Owen stepped onto the landing at the top of the stairs going down to the forecourt. Lady Aeden followed him as the rest crowded out of the door.
The huge black WindRunner reared and pivoted to face the doors. His eyes locked on Owen as his front hooves found the flagstone of the forecourt. Owen wanted to step back and away as the WindRunner’s thoughts pressed on his mind. He shook his head sharply, as if shaking water from his hair, and raised the mind shields Aeden had taught him.

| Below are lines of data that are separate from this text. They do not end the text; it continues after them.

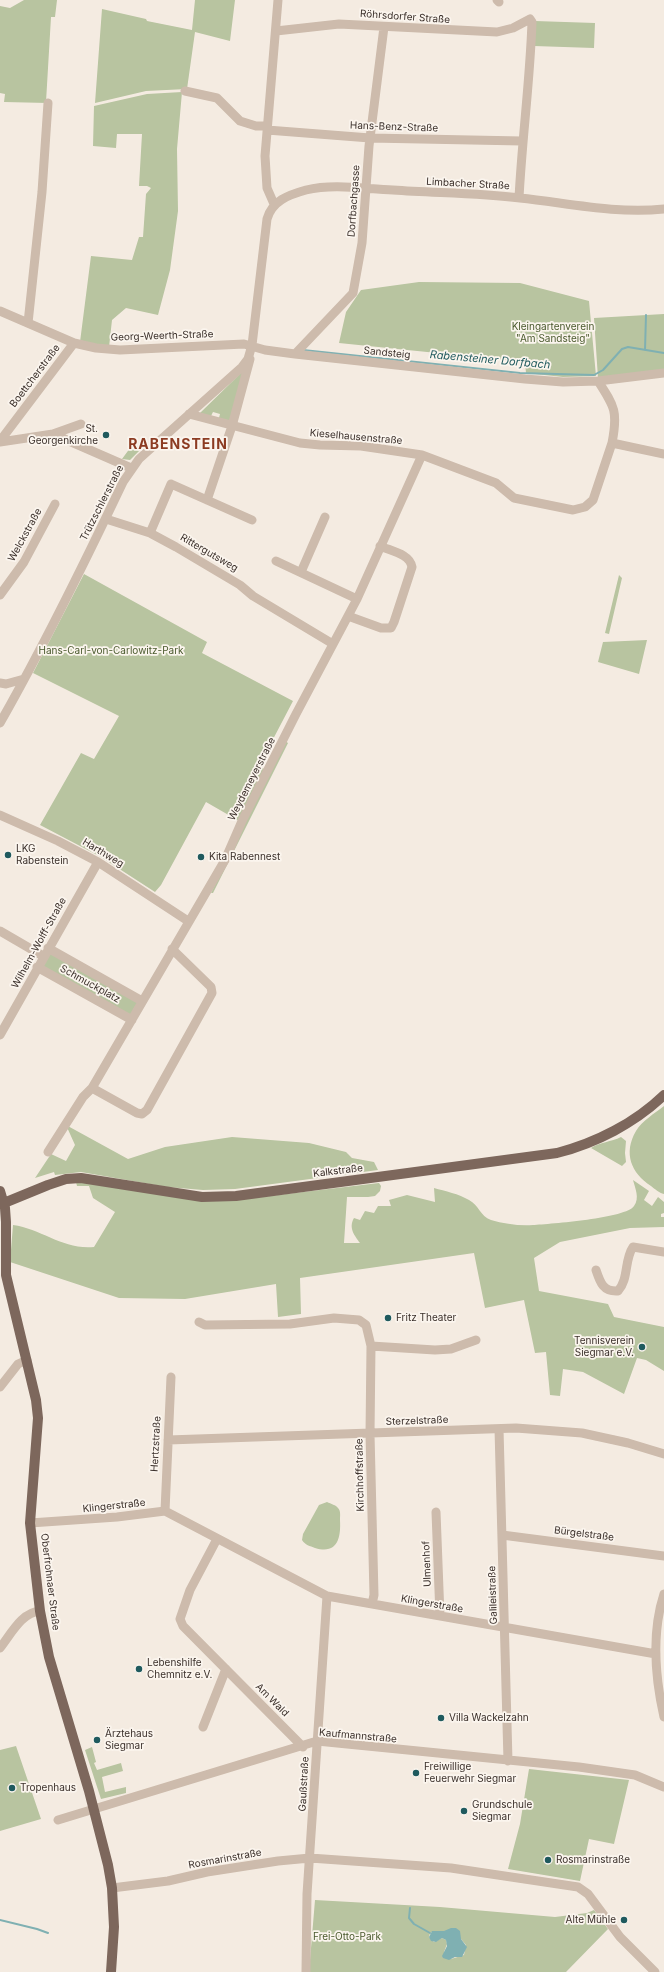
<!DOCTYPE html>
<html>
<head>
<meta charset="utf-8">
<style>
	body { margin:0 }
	canvas { display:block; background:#f4ebe1 }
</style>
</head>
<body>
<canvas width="664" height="1972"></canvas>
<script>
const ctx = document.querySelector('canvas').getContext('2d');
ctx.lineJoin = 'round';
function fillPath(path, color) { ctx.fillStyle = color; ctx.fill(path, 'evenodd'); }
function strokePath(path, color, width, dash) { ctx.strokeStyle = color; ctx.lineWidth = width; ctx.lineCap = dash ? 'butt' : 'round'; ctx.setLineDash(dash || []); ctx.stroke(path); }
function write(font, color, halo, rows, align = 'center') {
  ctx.font = font + ' Inter,sans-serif'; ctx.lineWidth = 3.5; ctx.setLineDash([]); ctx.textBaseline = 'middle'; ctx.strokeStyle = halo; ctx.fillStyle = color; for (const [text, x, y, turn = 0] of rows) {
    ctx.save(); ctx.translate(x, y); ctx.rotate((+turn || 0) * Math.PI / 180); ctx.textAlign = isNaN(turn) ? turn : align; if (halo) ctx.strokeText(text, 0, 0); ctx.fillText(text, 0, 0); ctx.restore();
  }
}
const green = new Path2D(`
	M24,0H57L55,17H51L46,102L48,103L4,102L5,94L0,93V6L10,8Z
	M195,0H235L230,41L195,32L187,89L146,91L95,103L102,9L146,19L147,21L192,30Z
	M535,21L595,23L594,48L534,46Z
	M182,92L177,149L178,211L170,270L158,315L126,308L112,320L109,347L80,342L91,256L132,260L139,237H143L146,194L151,188L147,186H139L142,134H117L116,148L93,146L94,106L147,94Z
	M419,282L520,283L589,301L596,376L563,377L526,373L525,362L339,343L346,312L361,290Z
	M664,314V371L598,378L594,318Z
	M245,369L230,421L219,418L220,414L213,412L211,416L200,413Z
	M133,444L142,448L130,460L122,459Z
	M84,574L207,642L202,653L293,701L259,766L266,770L239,821L206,802L161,885L155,892L101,857L40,825L81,753L94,759L119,716L33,673Z
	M619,575L622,578L609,634L605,633Z
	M647,640L639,674L598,662L603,642Z
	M285,741L288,743L213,893H211Z
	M48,948L142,1001L132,1020L37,967Z
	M664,1106V1194C659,1193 655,1189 651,1186C631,1173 623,1153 636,1131C642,1121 655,1113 664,1106Z
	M66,1125L128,1159L165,1147L232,1137L309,1143L346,1152L352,1158L374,1162L378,1170L235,1189L203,1190L167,1187L81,1172L55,1175L54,1172L35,1178L51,1154L66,1161L75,1145Z
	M621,1137L626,1141L625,1153L626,1162L622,1166L591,1148C600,1142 611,1142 621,1137Z
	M633,1180L649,1191L644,1200L652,1206L658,1197L664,1202V1213L661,1214V1217H664V1227L630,1228L560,1242L534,1258L539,1291L608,1304L614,1317L664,1327V1371L646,1360L637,1358L624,1394L583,1372L563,1369L560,1396L550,1395L546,1352L535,1353L524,1300L485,1308L474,1253L300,1278L301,1314L278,1317L276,1284L185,1299L119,1298L10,1262L13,1225C42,1229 63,1250 94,1247L115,1212L93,1198L89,1186H77L76,1182L236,1200L379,1183L381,1186L380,1191L375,1196L368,1197H347L344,1243H360C355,1236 348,1228 354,1218L360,1220L365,1211L374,1213L378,1206H391L389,1200L407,1195L435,1202L434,1188C445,1191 459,1194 469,1200C479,1205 480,1216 491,1220C504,1224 520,1226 533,1225C550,1224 627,1218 634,1206C640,1198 635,1188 633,1180Z
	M327,1502C331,1504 336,1505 338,1508C341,1511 340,1516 340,1520C341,1537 338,1555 315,1548C310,1546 305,1545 302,1540L303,1534L319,1505Z
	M16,1746L41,1819L0,1831V1750Z
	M92,1747L96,1762L94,1763L97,1770L121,1763L123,1771L102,1777L105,1792L126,1787V1793L101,1799L85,1750Z
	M529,1769L629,1780L614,1844L589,1839L580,1881L508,1869L520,1824Z
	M315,1900L440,1907L555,1917L587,1913L594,1910L608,1929L566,1972H309ZM434,1931H446L461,1939L466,1945L464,1955L451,1959L444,1952L447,1944L446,1940L442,1938L434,1942L429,1937L430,1933Z`);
const water = new Path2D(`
	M451,1928H456L460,1931L461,1939L467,1947L462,1957H455L449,1960L443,1958L442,1956L447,1946L446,1940L442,1938L436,1942L431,1941L429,1937L432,1931H444Z`);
const stream = new Path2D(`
	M303,350L520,373L594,375L603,370L622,349L628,347L664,353
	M645,350L646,315
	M410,1908L409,1918L414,1924L430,1933
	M0,1920L37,1929L48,1933`);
const minor = new Path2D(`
	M497,0L499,2
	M276,31L339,24L497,32L513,28L530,19L532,22C530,81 522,139 519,198
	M185,91L217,98L240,121L256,126H267
	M267,130L370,138L522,141
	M274,204L267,188L265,156L278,0
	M0,311L74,343L96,348L120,350L244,344L265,350L295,354L525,379L563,382L598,381L664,373
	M28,323L42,192L48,103
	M295,354L353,293L362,243L369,146L384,27
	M598,381C615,407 618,412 612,443
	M189,414L300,443L320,445L361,446L422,455L496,483L514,498L573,510L585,507L593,500L612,443L664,454
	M53,434L81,424
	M0,441L74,343
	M0,442L53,434L131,468
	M207,500L232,426L250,359
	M106,519L150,533L176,547L240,585L253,596L333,644
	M150,533L171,484L252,520
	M276,561L357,599L422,455
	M301,572L325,517
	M0,595L24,562L55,504
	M348,616L381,628H391L394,622L412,567C410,554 391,551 380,546
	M0,683L6,684L24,679
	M0,723C45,644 84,564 123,482L139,459L242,367L248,359L252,345L267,219C272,201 288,195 306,190C334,183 365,189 393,190C435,193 478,193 520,198C568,203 615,214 664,209
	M0,815L58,841L98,862L188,921
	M0,931L43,956
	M48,948L142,1001
	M37,967L132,1020
	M0,1035L98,862
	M92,1088L137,1113L142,1114L147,1110L212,993L211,987L172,949
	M48,1152L83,1097L92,1088L225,860L242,821L296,714L357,599
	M596,1270C600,1282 603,1292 618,1291C629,1279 624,1260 633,1247L664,1252
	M199,1322L205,1325L290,1324L334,1318L359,1320L366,1325L371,1346L370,1434L374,1595L372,1604
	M371,1346L435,1350L451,1349L476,1340
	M0,1387L18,1364L27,1360
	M499,1429L508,1761
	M168,1440L516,1428L582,1433L628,1443L664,1454
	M165,1511L171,1377
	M436,1512L440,1616
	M30,1523L117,1517L165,1511L327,1596L656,1654
	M502,1535L664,1556
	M217,1539L190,1590L180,1619L183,1626L303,1747
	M664,1594C651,1634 655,1677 664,1717
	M0,1648C11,1634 22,1612 40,1611
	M203,1727L226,1669
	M58,1820L317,1741L579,1767L635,1775L664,1787
	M112,1888L168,1881L207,1872L278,1861L310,1858L451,1868L558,1884L578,1887L588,1894L620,1937L655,1972
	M306,1972L307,1894L327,1596`);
const major = new Path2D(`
	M0,1191L5,1208L6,1222V1275L36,1400L38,1418L30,1523L40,1611L49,1657L89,1791L108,1865L112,1888L114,1927L111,1972
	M4,1203L48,1185L66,1179L81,1178L202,1197L236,1196L557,1153C596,1143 635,1123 664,1095`);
const markers = [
	[106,435,4,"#1f5a5e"],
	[8,855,4,"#1f5a5e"],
	[201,857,4,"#1f5a5e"],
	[388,1318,4,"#1f5a5e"],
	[642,1347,4,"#1f5a5e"],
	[139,1669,4,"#1f5a5e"],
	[441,1718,4,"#1f5a5e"],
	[97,1740,4,"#1f5a5e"],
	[416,1773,4,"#1f5a5e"],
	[12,1788,4,"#1f5a5e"],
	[464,1811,4,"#1f5a5e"],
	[548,1860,4,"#1f5a5e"],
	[624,1920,4,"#1f5a5e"]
];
const streetNames = [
	["Röhrsdorfer Straße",405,17,4],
	["Hans-Benz-Straße",394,127,2],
	["Limbacher Straße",468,184,3],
	["Dorfbachgasse",354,201,-86],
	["Georg-Weerth-Straße",162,336,-2],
	["Sandsteig",387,353,6],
	["Boettcherstraße",35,376,-53],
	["Kieselhausenstraße",356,437,5],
	["Trützschlerstraße",102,503,-63],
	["Welckstraße",25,535,-61],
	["Rittergutsweg",209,553,30],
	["Weydemeyerstraße",252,779,-63],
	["Harthweg",103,853,31],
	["Wilhelm-Wolff-Straße",39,943,-61],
	["Schmuckplatz",90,984,29],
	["Kalkstraße",338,1171,-7],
	["Sterzelstraße",417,1421,-2],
	["Hertzstraße",156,1444,-87],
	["Kirchhoffstraße",360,1475,-91],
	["Klingerstraße",114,1506,-6],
	["Bürgelstraße",584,1534,7],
	["Ulmenhof",427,1564,-92],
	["Oberfrohnaer Straße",50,1582,83],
	["Galileistraße",493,1595,-92],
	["Klingerstraße",432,1604,10],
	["Am Wald",272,1700,45],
	["Kaufmannstraße",358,1736,5],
	["Gaußstraße",304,1784,-87],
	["Rosmarinstraße",225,1859,-10]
];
const parkNames = [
	["Kleingartenverein",553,327],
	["\"Am Sandsteig\"",553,339],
	["Hans-Carl-von-Carlowitz-Park",111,651],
	["Frei-Otto-Park",347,1937]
];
const poiNames = [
	["St.",98,429,"right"],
	["Georgenkirche",98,441,"right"],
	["LKG",16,849],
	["Rabenstein",16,861],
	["Kita Rabennest",209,857],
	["Fritz Theater",396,1318],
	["Tennisverein",634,1341,"right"],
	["Siegmar e.V.",634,1353,"right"],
	["Lebenshilfe",147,1663],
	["Chemnitz e.V.",147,1675],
	["Villa Wackelzahn",449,1718],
	["Ärztehaus",105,1734],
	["Siegmar",105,1746],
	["Freiwillige",424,1767],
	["Feuerwehr Siegmar",424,1779],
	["Tropenhaus",20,1788],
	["Grundschule",472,1805],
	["Siegmar",472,1817],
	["Rosmarinstraße",556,1860],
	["Alte Mühle",616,1920,"right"]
];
const waterNames = [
	["Rabensteiner Dorfbach",490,360,5]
];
const districtNames = [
	["RABENSTEIN",178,445]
];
fillPath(green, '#b8c4a0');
fillPath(water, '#7fb0b2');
strokePath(stream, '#7fb0b2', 2);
strokePath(minor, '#cdbbac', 9);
strokePath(major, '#7d675c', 10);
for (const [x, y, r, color] of markers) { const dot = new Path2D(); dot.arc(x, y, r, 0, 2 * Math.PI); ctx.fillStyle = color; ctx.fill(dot); strokePath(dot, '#fbf5ee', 1.5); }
write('10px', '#3b302b', '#fbf5ee', streetNames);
write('10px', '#4a5a2e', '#fbf5ee', parkNames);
write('10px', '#3b302b', '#fbf5ee', poiNames, 'left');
write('italic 11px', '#1f5a5e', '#fbf5ee', waterNames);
ctx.letterSpacing = '1px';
write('bold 14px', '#8c3b22', '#fbf5ee', districtNames);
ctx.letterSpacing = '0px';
</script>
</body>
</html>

With steps of infinite slowness, the WindRunner moved closer and closer. The pressure of mind against mind increased. A startled cry erupted from Owen as Navar’s thoughts began to cascade through a tiny crack in Owen’s shield. He reeled back against Thomas. His shields fell. So did Owen, to his knees. His hands reached up and grabbed his temples as if to keep his head from exploding.
A completely new world roared into his mind. He smelled the cold air and the sweet scent of hay and grain in the stables. The scent of men and warm horses distracted him. He caught the Dragon musk clinging to Lady Aeden and Lord Neulach, making him instantly wary. Sounds normally muted rang loudly in his ears. Shouts of dismay echoed around the forecourt.

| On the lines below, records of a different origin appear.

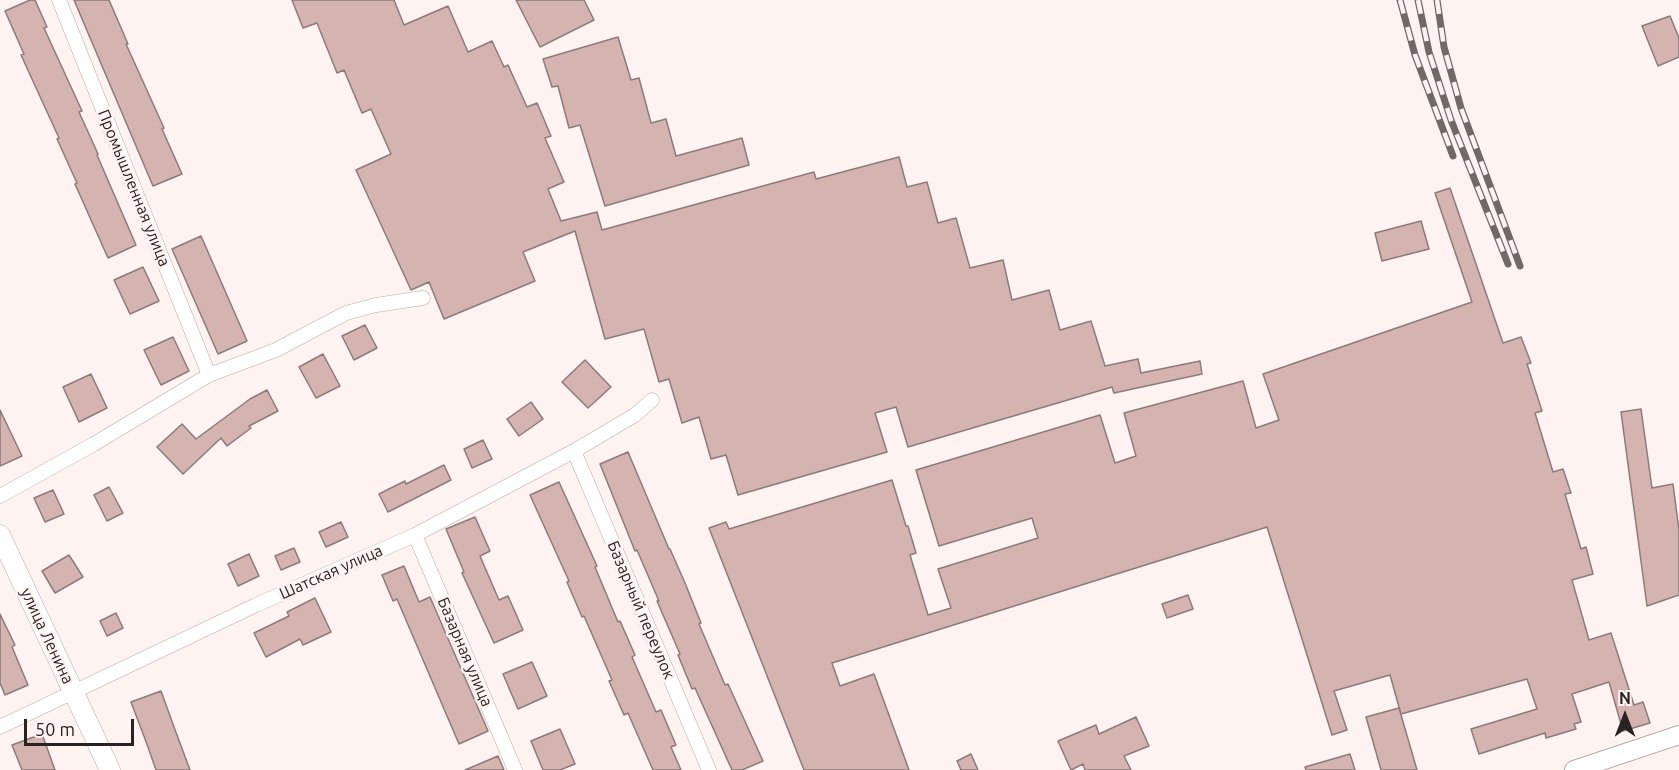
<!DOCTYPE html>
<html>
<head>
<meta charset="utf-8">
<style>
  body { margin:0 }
  #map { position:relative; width:1679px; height:770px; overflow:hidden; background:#fff3f2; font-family:Ubuntu,sans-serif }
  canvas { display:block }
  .north { position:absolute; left:1595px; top:686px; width:60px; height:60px; -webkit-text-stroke:4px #fff3f2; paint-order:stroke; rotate:0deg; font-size:16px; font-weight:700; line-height:24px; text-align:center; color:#292222 }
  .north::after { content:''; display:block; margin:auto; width:21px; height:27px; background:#292222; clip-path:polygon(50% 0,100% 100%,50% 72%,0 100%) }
  .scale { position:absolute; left:24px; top:719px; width:110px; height:27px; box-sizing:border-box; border:3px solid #292222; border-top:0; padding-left:8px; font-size:18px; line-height:21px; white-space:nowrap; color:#292222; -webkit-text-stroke:4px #fff3f2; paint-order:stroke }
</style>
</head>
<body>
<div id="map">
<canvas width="1679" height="770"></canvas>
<div class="north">N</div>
<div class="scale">50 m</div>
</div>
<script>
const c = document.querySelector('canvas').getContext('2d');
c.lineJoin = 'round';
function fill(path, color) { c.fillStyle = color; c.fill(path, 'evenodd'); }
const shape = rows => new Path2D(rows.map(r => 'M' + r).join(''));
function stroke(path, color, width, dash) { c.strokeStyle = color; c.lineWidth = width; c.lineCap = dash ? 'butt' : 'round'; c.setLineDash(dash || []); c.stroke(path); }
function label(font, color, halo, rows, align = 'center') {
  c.font = font + ' Ubuntu,sans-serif'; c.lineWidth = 5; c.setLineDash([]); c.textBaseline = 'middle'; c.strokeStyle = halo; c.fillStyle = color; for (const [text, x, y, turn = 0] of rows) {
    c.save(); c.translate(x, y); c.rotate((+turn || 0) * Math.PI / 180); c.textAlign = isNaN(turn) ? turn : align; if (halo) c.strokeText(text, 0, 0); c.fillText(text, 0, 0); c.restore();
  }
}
const building = shape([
  [30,0,35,0,47,27,44,28,82,111,79,112,98,154,97,155,136,245,108,258,75,184,77,183,57,139,59,138,21,55,24,54,5,11,30,0],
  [74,0,109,0,128,44,126,44,164,128,162,129,182,174,153,186,74,0],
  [292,0,394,0,404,25,448,6,468,52,492,41,504,67,508,65,527,107,537,103,551,136,545,138,564,182,548,189,561,221,597,212,602,230,814,172,816,179,899,157,907,187,927,182,938,223,956,218,970,268,1003,260,1012,300,1049,290,1060,330,1091,321,1105,366,1138,359,1141,373,1200,361,1202,374,1114,393,1112,387,908,447,896,407,875,413,887,452,738,495,726,455,711,459,699,417,682,423,669,379,659,382,644,329,605,339,575,231,523,252,535,281,444,319,429,282,411,290,356,170,391,154,371,109,362,113,344,70,337,73,317,23,303,28,292,0],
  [516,0,584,0,594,20,540,47,516,0],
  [1670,16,1679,38,1679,57,1658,66,1642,26,1670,16],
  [618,37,631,80,639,78,651,123,666,119,676,156,742,138,749,165,605,206,580,125,569,128,558,86,552,87,543,59,618,37],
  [1450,188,1503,343,1521,337,1531,363,1527,364,1542,411,1535,413,1553,472,1563,469,1571,493,1565,494,1581,549,1586,547,1593,574,1572,580,1589,640,1611,633,1634,705,1643,702,1650,723,1623,731,1609,682,1572,694,1581,722,1574,724,1576,729,1546,738,1545,733,1479,754,1471,729,1537,709,1527,679,1401,714,1390,675,1334,691,1347,730,1332,735,1267,527,832,663,840,686,874,674,909,770,804,770,709,528,726,522,729,529,892,480,906,526,908,526,916,553,910,555,928,615,951,608,938,569,1038,538,1032,518,939,546,916,470,1100,415,1115,463,1136,456,1124,413,1243,381,1256,428,1279,420,1263,374,1472,302,1435,193,1450,188],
  [1421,221,1429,249,1382,261,1375,233,1421,221],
  [201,236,247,341,218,354,172,249,201,236],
  [143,267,159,301,130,314,114,280,143,267],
  [365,325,377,348,354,360,342,336,365,325],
  [173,337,189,371,161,385,144,350,173,337],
  [323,354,340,386,316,398,299,367,323,354],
  [585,360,611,387,588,408,562,382,585,360],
  [91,374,107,408,79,422,63,387,91,374],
  [267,390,278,411,249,426,251,428,227,446,221,438,183,474,157,447,182,424,196,439,250,399,267,390],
  [531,402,543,419,519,436,507,419,531,402],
  [1641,409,1652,488,1673,484,1679,530,1679,595,1647,606,1621,412,1641,409],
  [0,410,22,456,0,466,0,410],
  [483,440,492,459,472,468,464,449,483,440],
  [628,452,669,549,670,549,685,583,701,623,699,624,725,685,728,684,763,761,742,770,732,770,695,688,692,689,678,655,680,654,657,601,659,601,637,550,635,551,600,464,628,452],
  [444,465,451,480,388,512,379,494,405,481,406,484,444,465],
  [559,482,597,566,595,567,618,622,620,621,635,655,632,657,656,712,661,710,676,745,671,747,681,770,653,770,628,713,624,715,609,681,612,680,584,616,582,617,567,582,569,581,530,495,559,482],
  [109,487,123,513,107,521,94,495,109,487],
  [53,490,64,514,45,522,34,498,53,490],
  [475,517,490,551,480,556,499,600,508,596,523,630,494,643,462,573,464,572,446,529,475,517],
  [341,522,348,537,326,547,319,532,341,522],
  [294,548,300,562,281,570,275,556,294,548],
  [249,554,259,576,238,586,228,564,249,554],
  [69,555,83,577,55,593,42,571,69,555],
  [404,566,419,602,430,597,488,731,459,744,397,599,393,601,382,575,404,566],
  [1188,595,1193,609,1167,618,1162,604,1188,595],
  [315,598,331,632,303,645,300,639,266,657,254,633,289,616,287,612,315,598],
  [116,613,123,628,107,636,100,621,116,613],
  [0,614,15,645,12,647,28,685,5,695,0,683,0,614],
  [532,662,547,696,518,709,503,674,532,662],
  [161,691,174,727,190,770,156,770,148,747,131,702,161,691],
  [1399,708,1417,770,1381,770,1366,717,1399,708],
  [1136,717,1149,746,1124,756,1131,770,1085,770,1083,764,1071,770,1058,741,1096,725,1099,734,1136,717],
  [560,729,575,764,560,770,543,770,531,741,560,729],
  [42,734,55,770,22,770,12,745,42,734],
  [971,754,978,770,961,770,957,761,971,754],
  [1350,754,1355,770,1306,770,1305,767,1350,754],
  [498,756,504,770,465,770,498,756]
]);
const minor = shape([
  [59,0,209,375],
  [574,451,709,770],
  [0,496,94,444,209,375,276,350,346,313,376,305,423,298],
  [415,535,515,770],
  [0,727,256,605,415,535,574,451,635,415,652,400]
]);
const tertiary = shape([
  [1574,770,1679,735]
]);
const secondary = shape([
  [0,535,110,770]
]);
const rail = shape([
  [1400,0,1415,55,1453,156],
  [1418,0,1429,52,1451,120,1508,264],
  [1437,0,1444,47,1461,108,1520,266]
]);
const streetNames = [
  ["Промышленная улица",134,188,68],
  ["Шатская улица",331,572,-24],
  ["Базарный переулок",641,610,67],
  ["улица Ленина",47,636,65],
  ["Базарная улица",465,652,67]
];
fill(building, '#d5b3b1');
stroke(building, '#8c7b7a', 1.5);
stroke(minor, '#baa8a7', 15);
stroke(tertiary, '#baa8a7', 20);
stroke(secondary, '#baa8a7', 21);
stroke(minor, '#fff', 14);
stroke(tertiary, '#fff', 18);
stroke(secondary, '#fff', 20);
stroke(rail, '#716868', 7);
stroke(rail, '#fff3f2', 4.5, [14]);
label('16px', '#292222', '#fff3f2', streetNames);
</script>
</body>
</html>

HeartStriker hastily raised a barrier between Owen and Navar. Owen knelt there, trying to make sense of what had just happened. Slowly he raised his head. The glittering black depths of the WindRunner’s stare captured his eyes.
You sense so little. I’m sorry I let you feel so much all at once. It has been a very long time since I have partnered with a human. We must join our minds and learn together. Navar sounded apologetic.
Owen glared at the black creature. He tried hard to bring his anger under control. “It’s all right, Navar,” Owen spoke aloud through teeth clenched tight. His breath was a harsh panting. “We’ll learn from each other.”
His mind ached fiercely. As he slowly rose to his feet, HeartStriker took the pain from him. Owen sighed in relief.
Navar raised his head and looked at everyone on the stairway. We should leave now. Bring another saddle and headstall. As we travel, I will teach you what you need to know to ride a WindRunner. For now, your warhorse will do.
He sent a picture of what he needed to Owen. Owen called the stableman to his side and relayed Navar’s request.
Lady Aeden walked down the stairs. “I’ll leave now to scout ahead.” She strode to the right side of the forecourt, raised her arms and called her magic.
The air began to swirl around her, growing into a roaring, tearing whirlwind. As it lifted away, the Red Dragon sat in Aeden’s place, gold edging each scale and the ridges of her spine, wings folded to her back. Blue eyes glimmered. Deepest black oblong pupils regarded each person. For a breathless moment, all was still.
Aeden opened her wings as she raised her head to the sky and trumpeted a challenge. The horses went mad. Shrilling in fear, they spun around their riders, pulling and rearing, trying to escape from the danger.
The Dragon slammed down her wings, rising into the air. An inhale of breath sounded from those gathered on the stairs as their eyes followed her flight. With another stroke of her wings, she gained the top of the wall and leapt to the roof of the Dragon Tower. Owen gave a nervous laugh, running his fingers through his hair. Neulach watched with a wry twist of his lips and a sparkle in his eyes. The soldiers slowly brought their panicked horses under control.
Lord Neulach turned to Thomas and Owen. “You must leave now, Owen. She can be very impatient.”